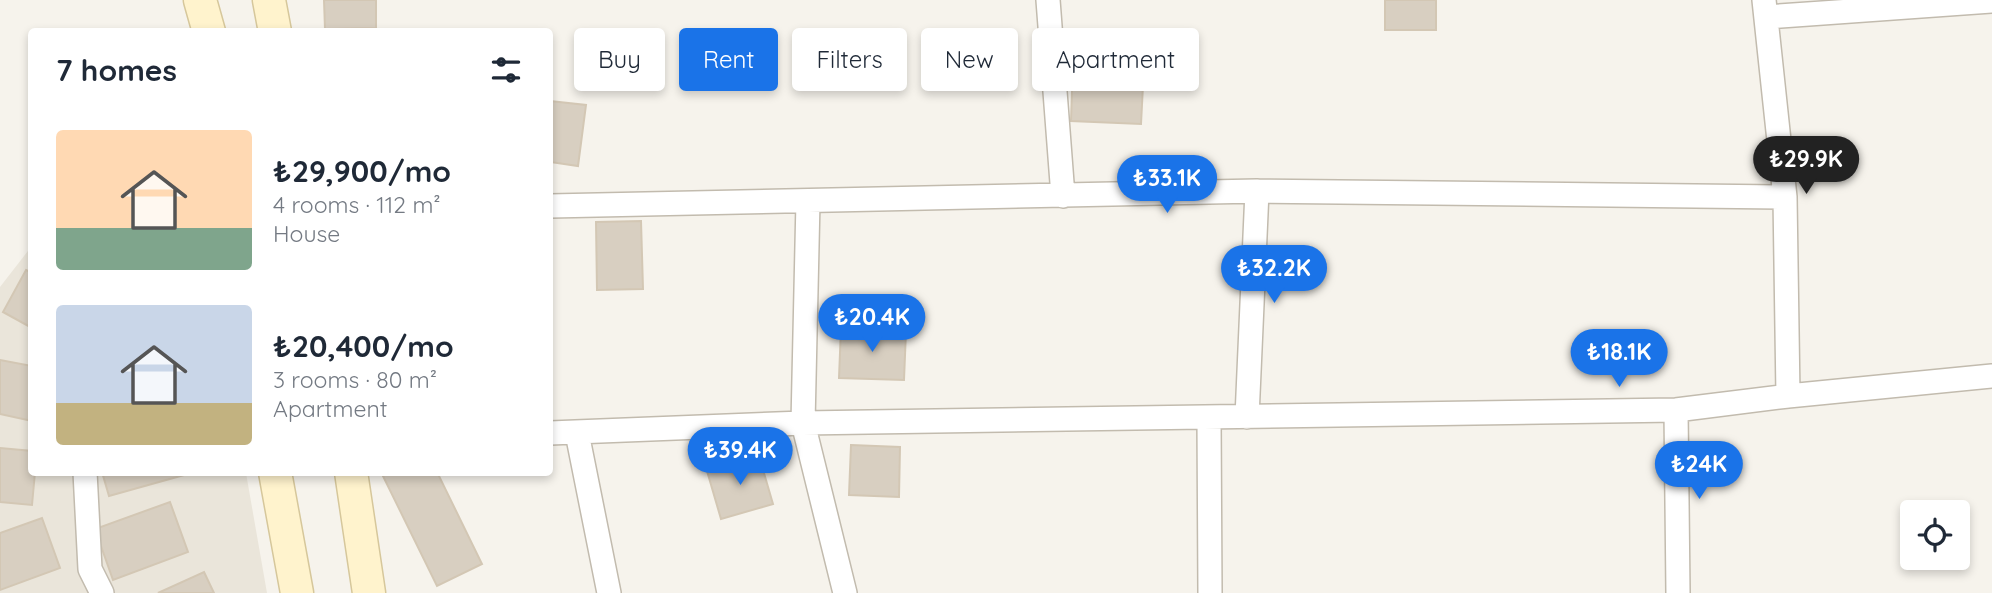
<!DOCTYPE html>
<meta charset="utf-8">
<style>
body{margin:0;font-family:Quicksand,sans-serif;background:#f6f6f7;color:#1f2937;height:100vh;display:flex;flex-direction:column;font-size:26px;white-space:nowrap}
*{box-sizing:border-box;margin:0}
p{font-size:23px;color:#747a83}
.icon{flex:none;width:38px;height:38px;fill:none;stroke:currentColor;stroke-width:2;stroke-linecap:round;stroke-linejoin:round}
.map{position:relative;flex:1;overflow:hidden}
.drawer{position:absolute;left:28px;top:28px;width:525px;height:448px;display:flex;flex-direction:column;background:#fff;border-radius:7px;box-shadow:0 4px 10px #0003}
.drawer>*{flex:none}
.guide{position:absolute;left:574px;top:28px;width:665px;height:63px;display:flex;gap:14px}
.fabs{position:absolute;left:1900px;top:500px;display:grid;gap:14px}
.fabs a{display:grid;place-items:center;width:70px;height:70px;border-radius:7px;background:#fff;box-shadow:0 4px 10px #0003;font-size:35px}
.price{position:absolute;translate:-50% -60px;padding:0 16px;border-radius:24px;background:#1a73e8;color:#fff;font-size:23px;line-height:46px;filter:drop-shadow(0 2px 4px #0008)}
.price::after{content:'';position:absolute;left:50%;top:42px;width:21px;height:16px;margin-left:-10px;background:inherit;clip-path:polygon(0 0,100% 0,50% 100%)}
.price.active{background:#222;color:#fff}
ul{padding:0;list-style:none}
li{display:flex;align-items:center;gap:21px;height:175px;padding:0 28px}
li span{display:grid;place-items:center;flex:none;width:196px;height:140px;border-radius:7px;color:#555}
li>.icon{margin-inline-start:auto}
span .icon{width:84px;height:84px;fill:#fffc;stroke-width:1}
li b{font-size:30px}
h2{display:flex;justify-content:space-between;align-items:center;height:84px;padding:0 28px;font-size:30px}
.pill{padding:0 24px;border-radius:7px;background:#fff;box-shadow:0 4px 10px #0003;font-size:24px;line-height:63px}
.pill.active{background:#1a73e8;color:#fff}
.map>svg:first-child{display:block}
.residential{fill:#eae5da}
.building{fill:#d8cfc1;stroke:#d3c7b4;stroke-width:2}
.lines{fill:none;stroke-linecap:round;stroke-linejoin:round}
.street-casing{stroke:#c2bbae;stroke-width:26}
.secondary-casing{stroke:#d6c79b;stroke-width:35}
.street{stroke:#fff;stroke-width:23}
.secondary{stroke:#fff3cd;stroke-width:32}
</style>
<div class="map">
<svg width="1992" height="593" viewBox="0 0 1992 593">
<rect width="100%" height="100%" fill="#f6f3ec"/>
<path class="residential" d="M31 247 32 472 246 473 267 593H0V287Z"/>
<path class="building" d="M324 0H376V28L325 29Z
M1385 0H1436V30H1385Z
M1073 62 1144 66 1141 124 1071 121Z
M550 101 586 105 578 166 550 162Z
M641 221 643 289 597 290 596 222Z
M26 270 32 273V328L3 312Z
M841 328 906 331 904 380 839 378Z
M0 360 32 366V421L0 414Z
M851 445 900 447 899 497 849 495Z
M0 448 32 451V472H35L32 505 0 502Z
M759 456 773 504 721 519 707 471Z
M102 472H183L184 475 109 496Z
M381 472H437L482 564 437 586Z
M170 502 188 552 113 580 95 529Z
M42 518 60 568 0 590V533Z
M204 572 214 593H158Z"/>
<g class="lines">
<g class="street-casing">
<path id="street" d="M1048 0 1063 196
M1764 0 1785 197 1788 396
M1766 17 1992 1
M808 201 803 423 845 593
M550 206 1257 191 1785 197
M1676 410 1678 593
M1247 417 1257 191
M1209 418 1210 593
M550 433 803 423 1676 410 1788 396 1992 376
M577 433 609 593
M85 472 90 569 102 593"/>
</g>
<g class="secondary-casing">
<path id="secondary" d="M200 0 209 32
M269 0 275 32
M275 472 297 593
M351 472 369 593"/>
</g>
<use href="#street" class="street"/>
<use href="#secondary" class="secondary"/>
</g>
</svg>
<div class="fabs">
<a><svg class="icon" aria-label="locate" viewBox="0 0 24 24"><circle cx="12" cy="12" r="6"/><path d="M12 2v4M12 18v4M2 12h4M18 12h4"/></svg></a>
</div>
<b class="price active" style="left:1806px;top:196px">₺29.9K</b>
<b class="price" style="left:1167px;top:215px">₺33.1K</b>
<b class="price" style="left:1274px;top:305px">₺32.2K</b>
<b class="price" style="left:872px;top:354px">₺20.4K</b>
<b class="price" style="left:1619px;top:389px">₺18.1K</b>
<b class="price" style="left:740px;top:487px">₺39.4K</b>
<b class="price" style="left:1699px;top:501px">₺24K</b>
<div class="guide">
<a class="pill">Buy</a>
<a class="pill active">Rent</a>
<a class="pill">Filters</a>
<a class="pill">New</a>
<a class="pill">Apartment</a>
</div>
<section class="drawer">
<h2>7 homes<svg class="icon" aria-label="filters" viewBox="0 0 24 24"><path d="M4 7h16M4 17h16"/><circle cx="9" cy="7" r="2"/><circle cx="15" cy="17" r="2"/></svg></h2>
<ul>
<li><span style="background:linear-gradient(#ffd9b3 70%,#7fa58c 0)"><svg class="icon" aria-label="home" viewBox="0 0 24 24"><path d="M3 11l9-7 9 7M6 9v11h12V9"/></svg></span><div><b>₺29,900/mo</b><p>4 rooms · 112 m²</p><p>House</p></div></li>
<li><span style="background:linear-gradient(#c9d6e8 70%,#c2b280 0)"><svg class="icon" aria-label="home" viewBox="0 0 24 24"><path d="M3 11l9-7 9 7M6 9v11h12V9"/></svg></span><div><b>₺20,400/mo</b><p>3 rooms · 80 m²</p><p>Apartment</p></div></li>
</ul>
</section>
</div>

***

#### TRY IT:
Everything from the line with "M351 472 369" to the end of the listing above needs to be duplicated exactly, both end lines included, with nothing more.

#### RESULT:
M351 472 369 593"/>
</g>
<use href="#street" class="street"/>
<use href="#secondary" class="secondary"/>
</g>
</svg>
<div class="fabs">
<a><svg class="icon" aria-label="locate" viewBox="0 0 24 24"><circle cx="12" cy="12" r="6"/><path d="M12 2v4M12 18v4M2 12h4M18 12h4"/></svg></a>
</div>
<b class="price active" style="left:1806px;top:196px">₺29.9K</b>
<b class="price" style="left:1167px;top:215px">₺33.1K</b>
<b class="price" style="left:1274px;top:305px">₺32.2K</b>
<b class="price" style="left:872px;top:354px">₺20.4K</b>
<b class="price" style="left:1619px;top:389px">₺18.1K</b>
<b class="price" style="left:740px;top:487px">₺39.4K</b>
<b class="price" style="left:1699px;top:501px">₺24K</b>
<div class="guide">
<a class="pill">Buy</a>
<a class="pill active">Rent</a>
<a class="pill">Filters</a>
<a class="pill">New</a>
<a class="pill">Apartment</a>
</div>
<section class="drawer">
<h2>7 homes<svg class="icon" aria-label="filters" viewBox="0 0 24 24"><path d="M4 7h16M4 17h16"/><circle cx="9" cy="7" r="2"/><circle cx="15" cy="17" r="2"/></svg></h2>
<ul>
<li><span style="background:linear-gradient(#ffd9b3 70%,#7fa58c 0)"><svg class="icon" aria-label="home" viewBox="0 0 24 24"><path d="M3 11l9-7 9 7M6 9v11h12V9"/></svg></span><div><b>₺29,900/mo</b><p>4 rooms · 112 m²</p><p>House</p></div></li>
<li><span style="background:linear-gradient(#c9d6e8 70%,#c2b280 0)"><svg class="icon" aria-label="home" viewBox="0 0 24 24"><path d="M3 11l9-7 9 7M6 9v11h12V9"/></svg></span><div><b>₺20,400/mo</b><p>3 rooms · 80 m²</p><p>Apartment</p></div></li>
</ul>
</section>
</div>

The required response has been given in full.